If you found that perfect work of art, wouldn't you want to find the sequel or season 2 and enjoy the heck out of it?
And what if that follow-up was not up to the same level of quality . . . would you give up?
I'm a completist, so I've always gone overboard once I have an enthusiasm about something. I would get excited about an author, read all their books, then have to rediscover the fact that other people are writing books worth reading too. I'd watch a whole series of movies, even if every sequel after the original was a scrape on the bottom of a smelly barrel. For example, I would defend the original Robocop movie to all detractors, and I watched the sequels too, even though they are not worthy of the name.
Or at least I used to be a completist. Lately I've been struck more and more often with the realization that my so-called leisure time is finite. I wouldn't call it desperation, particularly, but a close relative, maybe anxiety. I might even go so far as to say that I'm starting to regret some of the time that I've spent wading through the lower levels of the aforementioned smelly barrel, in the name of seeing everything that's down there.
Simply put: what happens when something big and good gradually turns into crap? I used to not care, but lately I've been cutting my losses. To follow the earlier example: I may have watched all three Robocop movies, but I never bothered with the TV series.
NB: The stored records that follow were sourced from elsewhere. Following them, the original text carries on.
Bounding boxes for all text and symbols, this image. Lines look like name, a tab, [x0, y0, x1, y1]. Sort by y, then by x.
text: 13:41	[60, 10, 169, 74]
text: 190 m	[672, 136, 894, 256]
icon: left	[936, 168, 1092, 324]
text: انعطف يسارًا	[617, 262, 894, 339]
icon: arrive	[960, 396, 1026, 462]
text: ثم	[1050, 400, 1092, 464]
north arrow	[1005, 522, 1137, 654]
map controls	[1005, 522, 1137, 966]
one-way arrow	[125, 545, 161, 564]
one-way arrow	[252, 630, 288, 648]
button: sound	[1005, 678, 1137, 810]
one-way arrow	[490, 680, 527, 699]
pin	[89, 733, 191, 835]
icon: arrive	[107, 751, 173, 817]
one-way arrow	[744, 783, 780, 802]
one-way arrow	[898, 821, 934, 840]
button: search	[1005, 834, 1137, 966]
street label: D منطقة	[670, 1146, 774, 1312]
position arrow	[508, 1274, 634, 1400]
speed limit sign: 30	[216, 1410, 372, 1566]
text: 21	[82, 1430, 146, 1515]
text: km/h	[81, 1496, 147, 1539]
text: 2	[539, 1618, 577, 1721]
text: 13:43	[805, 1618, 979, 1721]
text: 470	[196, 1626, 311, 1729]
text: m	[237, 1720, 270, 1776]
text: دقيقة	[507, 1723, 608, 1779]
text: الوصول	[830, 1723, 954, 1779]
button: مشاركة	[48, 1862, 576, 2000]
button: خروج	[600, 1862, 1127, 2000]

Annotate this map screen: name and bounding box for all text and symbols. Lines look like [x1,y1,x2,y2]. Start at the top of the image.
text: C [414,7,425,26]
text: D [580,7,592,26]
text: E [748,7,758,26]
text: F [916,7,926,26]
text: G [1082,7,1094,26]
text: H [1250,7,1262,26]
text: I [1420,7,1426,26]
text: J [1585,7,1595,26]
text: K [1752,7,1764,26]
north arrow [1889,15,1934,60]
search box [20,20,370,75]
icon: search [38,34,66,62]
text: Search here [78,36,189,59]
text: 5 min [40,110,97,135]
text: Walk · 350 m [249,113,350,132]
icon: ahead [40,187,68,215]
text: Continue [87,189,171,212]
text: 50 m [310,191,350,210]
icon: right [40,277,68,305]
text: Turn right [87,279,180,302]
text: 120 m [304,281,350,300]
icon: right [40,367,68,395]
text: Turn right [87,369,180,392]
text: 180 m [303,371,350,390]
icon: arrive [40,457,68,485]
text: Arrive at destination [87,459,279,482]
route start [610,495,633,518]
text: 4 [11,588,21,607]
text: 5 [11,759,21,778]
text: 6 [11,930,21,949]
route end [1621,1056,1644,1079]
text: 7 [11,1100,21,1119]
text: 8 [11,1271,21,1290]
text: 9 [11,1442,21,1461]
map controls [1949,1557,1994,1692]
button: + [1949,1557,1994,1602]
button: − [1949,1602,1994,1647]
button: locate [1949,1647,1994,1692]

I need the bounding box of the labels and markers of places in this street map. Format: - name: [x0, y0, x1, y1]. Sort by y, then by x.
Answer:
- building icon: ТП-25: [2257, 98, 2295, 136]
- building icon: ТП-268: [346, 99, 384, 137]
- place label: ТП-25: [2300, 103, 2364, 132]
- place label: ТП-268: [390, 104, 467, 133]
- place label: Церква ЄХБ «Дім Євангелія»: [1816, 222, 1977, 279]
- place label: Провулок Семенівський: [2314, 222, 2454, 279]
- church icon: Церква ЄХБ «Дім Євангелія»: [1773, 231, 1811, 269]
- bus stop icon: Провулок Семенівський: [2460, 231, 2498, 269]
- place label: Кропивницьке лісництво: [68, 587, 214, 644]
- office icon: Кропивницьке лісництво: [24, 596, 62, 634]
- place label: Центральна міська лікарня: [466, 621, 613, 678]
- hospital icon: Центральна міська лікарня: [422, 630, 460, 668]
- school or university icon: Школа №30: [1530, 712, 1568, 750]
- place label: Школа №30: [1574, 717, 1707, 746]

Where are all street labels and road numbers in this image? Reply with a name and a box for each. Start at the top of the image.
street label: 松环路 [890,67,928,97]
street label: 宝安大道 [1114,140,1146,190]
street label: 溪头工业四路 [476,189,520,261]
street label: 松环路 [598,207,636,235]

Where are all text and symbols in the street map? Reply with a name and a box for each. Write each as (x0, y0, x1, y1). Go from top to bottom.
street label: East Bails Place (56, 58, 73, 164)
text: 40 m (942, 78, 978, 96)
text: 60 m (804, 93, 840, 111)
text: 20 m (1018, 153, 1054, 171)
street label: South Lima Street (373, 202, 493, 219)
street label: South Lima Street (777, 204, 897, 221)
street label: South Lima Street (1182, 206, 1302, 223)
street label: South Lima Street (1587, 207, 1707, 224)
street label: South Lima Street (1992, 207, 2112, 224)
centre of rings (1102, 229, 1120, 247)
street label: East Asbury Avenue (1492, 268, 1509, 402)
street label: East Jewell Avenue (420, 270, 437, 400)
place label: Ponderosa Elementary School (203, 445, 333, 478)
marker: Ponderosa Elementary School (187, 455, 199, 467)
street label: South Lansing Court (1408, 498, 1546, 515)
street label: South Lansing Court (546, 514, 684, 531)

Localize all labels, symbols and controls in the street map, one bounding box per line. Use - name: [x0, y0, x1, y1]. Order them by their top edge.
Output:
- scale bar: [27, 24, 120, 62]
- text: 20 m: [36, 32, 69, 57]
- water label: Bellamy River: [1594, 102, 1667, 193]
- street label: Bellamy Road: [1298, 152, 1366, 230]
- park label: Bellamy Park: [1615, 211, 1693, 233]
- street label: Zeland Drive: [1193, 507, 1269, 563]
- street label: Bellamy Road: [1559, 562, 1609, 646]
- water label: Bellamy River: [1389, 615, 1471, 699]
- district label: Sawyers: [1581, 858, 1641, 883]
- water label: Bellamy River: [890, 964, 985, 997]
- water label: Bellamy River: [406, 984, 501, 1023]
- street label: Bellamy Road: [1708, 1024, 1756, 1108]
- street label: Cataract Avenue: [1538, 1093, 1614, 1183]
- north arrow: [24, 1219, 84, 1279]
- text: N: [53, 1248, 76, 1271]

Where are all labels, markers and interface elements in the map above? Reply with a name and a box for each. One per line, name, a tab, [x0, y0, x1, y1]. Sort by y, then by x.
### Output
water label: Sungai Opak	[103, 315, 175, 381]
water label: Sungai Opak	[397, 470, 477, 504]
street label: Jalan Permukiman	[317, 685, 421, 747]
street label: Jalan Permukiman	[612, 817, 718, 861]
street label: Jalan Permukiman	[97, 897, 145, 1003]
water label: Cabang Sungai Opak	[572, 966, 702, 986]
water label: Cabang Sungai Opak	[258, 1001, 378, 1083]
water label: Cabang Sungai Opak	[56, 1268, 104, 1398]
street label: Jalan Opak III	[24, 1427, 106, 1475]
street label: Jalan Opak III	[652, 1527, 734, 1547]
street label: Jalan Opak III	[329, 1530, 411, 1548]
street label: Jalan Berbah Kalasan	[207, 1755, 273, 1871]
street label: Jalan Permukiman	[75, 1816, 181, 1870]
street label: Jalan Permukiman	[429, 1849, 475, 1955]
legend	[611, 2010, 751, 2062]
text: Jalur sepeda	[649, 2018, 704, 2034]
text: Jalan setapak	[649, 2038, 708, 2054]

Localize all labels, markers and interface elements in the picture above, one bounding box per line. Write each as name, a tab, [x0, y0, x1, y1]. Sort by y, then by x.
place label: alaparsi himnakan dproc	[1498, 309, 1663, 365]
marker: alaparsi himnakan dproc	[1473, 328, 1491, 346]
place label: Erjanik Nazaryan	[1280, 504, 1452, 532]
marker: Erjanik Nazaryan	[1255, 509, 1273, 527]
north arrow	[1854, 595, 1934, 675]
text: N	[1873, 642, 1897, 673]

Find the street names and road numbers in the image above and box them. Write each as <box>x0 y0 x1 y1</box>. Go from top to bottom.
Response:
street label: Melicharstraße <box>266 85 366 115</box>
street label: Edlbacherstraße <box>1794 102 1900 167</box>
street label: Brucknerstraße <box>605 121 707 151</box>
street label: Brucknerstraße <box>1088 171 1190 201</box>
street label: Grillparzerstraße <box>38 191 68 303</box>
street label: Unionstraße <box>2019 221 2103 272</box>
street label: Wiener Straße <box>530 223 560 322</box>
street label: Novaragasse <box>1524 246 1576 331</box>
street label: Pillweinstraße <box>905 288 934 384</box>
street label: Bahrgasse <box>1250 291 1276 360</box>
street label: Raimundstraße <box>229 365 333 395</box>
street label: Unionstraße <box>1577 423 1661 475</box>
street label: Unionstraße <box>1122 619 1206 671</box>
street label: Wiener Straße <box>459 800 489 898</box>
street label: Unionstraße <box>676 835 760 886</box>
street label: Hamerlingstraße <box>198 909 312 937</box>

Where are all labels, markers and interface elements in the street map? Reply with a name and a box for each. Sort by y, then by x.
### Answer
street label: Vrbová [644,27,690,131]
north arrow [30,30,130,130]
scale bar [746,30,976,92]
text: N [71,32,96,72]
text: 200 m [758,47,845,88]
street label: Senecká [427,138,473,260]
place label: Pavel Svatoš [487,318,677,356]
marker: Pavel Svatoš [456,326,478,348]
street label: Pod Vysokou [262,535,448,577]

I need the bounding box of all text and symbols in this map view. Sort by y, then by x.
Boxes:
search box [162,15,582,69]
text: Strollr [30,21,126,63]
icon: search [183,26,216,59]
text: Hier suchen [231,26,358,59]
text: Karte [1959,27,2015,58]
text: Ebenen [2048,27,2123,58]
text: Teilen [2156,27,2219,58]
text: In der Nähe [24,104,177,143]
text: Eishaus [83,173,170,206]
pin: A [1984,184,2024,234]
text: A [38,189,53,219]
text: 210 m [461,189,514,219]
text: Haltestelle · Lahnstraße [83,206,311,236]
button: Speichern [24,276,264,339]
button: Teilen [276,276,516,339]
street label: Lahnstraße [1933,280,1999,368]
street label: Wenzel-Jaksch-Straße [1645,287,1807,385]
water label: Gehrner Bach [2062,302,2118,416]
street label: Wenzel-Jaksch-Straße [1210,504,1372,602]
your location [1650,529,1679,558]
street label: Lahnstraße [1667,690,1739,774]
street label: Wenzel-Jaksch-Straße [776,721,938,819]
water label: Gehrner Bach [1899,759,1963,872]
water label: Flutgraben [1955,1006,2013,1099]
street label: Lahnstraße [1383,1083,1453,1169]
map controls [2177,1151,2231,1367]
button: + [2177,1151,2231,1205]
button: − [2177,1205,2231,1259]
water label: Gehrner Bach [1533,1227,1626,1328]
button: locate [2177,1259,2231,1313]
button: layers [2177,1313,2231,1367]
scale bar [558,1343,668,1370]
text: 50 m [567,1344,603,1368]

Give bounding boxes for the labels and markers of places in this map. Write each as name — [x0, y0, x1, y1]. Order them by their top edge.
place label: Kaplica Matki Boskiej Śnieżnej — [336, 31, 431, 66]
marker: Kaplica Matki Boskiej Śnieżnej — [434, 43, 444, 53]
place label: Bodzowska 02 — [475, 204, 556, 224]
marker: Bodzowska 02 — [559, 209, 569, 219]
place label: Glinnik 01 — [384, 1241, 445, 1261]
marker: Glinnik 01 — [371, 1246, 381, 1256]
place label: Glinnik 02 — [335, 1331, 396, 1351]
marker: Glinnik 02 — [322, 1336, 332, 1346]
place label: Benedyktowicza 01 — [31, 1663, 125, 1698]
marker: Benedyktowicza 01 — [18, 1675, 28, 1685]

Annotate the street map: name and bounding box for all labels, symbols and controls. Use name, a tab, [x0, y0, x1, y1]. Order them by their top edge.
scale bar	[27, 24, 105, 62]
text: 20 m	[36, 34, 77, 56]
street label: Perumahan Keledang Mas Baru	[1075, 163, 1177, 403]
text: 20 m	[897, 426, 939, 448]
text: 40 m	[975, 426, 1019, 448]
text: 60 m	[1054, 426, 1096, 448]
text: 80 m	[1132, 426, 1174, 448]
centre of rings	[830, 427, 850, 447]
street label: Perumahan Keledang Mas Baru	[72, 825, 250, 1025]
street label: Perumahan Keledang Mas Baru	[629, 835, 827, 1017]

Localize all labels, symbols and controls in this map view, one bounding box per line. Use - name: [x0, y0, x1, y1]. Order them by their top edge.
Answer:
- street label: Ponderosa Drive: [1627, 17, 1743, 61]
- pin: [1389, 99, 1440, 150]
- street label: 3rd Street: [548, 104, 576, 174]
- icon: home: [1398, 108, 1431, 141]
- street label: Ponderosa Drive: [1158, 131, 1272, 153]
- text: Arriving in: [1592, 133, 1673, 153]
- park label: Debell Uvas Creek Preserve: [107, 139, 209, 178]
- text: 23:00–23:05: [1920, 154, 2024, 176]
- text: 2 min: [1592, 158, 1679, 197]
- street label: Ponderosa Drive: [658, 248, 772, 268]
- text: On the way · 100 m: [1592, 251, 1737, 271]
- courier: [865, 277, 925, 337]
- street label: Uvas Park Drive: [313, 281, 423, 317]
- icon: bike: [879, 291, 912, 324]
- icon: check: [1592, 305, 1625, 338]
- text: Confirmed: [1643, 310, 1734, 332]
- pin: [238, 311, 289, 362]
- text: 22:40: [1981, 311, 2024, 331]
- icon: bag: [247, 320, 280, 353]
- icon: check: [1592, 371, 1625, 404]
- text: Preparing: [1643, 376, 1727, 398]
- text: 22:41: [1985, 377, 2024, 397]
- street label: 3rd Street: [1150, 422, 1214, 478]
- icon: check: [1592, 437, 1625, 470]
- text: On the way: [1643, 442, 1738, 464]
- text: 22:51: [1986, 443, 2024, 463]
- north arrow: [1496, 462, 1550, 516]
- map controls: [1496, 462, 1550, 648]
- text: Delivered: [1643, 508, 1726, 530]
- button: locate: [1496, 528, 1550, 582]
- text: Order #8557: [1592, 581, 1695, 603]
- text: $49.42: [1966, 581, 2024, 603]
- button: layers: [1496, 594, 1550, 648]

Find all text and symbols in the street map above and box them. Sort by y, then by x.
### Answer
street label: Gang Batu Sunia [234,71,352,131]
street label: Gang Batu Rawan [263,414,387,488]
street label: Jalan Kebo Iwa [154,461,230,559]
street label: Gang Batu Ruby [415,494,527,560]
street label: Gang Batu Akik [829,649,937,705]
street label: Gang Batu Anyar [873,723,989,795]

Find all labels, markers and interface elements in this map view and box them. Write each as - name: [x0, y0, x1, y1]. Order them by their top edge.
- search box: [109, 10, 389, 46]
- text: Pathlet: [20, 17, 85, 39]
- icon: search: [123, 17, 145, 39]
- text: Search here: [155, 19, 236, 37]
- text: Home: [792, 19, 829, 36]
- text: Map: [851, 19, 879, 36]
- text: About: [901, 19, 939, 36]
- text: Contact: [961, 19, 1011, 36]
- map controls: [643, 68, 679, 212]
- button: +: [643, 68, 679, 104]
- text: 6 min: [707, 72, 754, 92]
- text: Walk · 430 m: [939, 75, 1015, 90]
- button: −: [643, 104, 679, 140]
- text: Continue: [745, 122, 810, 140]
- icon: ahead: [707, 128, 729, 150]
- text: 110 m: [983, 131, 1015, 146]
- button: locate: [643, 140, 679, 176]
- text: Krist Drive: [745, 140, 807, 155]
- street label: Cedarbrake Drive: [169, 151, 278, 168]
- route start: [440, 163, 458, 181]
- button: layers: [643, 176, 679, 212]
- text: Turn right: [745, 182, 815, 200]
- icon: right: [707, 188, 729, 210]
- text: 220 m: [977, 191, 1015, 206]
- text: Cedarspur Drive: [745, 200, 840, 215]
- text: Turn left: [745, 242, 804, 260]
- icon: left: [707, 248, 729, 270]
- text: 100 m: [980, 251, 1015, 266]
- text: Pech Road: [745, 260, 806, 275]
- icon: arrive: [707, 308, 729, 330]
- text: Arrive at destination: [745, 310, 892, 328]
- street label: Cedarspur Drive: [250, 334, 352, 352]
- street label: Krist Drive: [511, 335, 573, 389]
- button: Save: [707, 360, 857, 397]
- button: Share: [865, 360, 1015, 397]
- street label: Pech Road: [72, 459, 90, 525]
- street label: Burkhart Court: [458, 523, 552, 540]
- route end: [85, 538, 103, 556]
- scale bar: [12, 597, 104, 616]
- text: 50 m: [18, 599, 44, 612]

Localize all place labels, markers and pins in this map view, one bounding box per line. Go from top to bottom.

For me, the proverbial straw has been the ready availability of complete TV shows. The mountain to climb gets pretty big when, say, you've missed all three seasons of Lost and you have to watch 60 hours straight, commercial-free, just to catch up to the spoilers on the internet. I need to get away from the computer screen after a day of that same activity at work, not prop my eyes open with toothpicks, smear salve on my incipient bedsores (couch-sores?), and rot my brain with another load of brain-rot.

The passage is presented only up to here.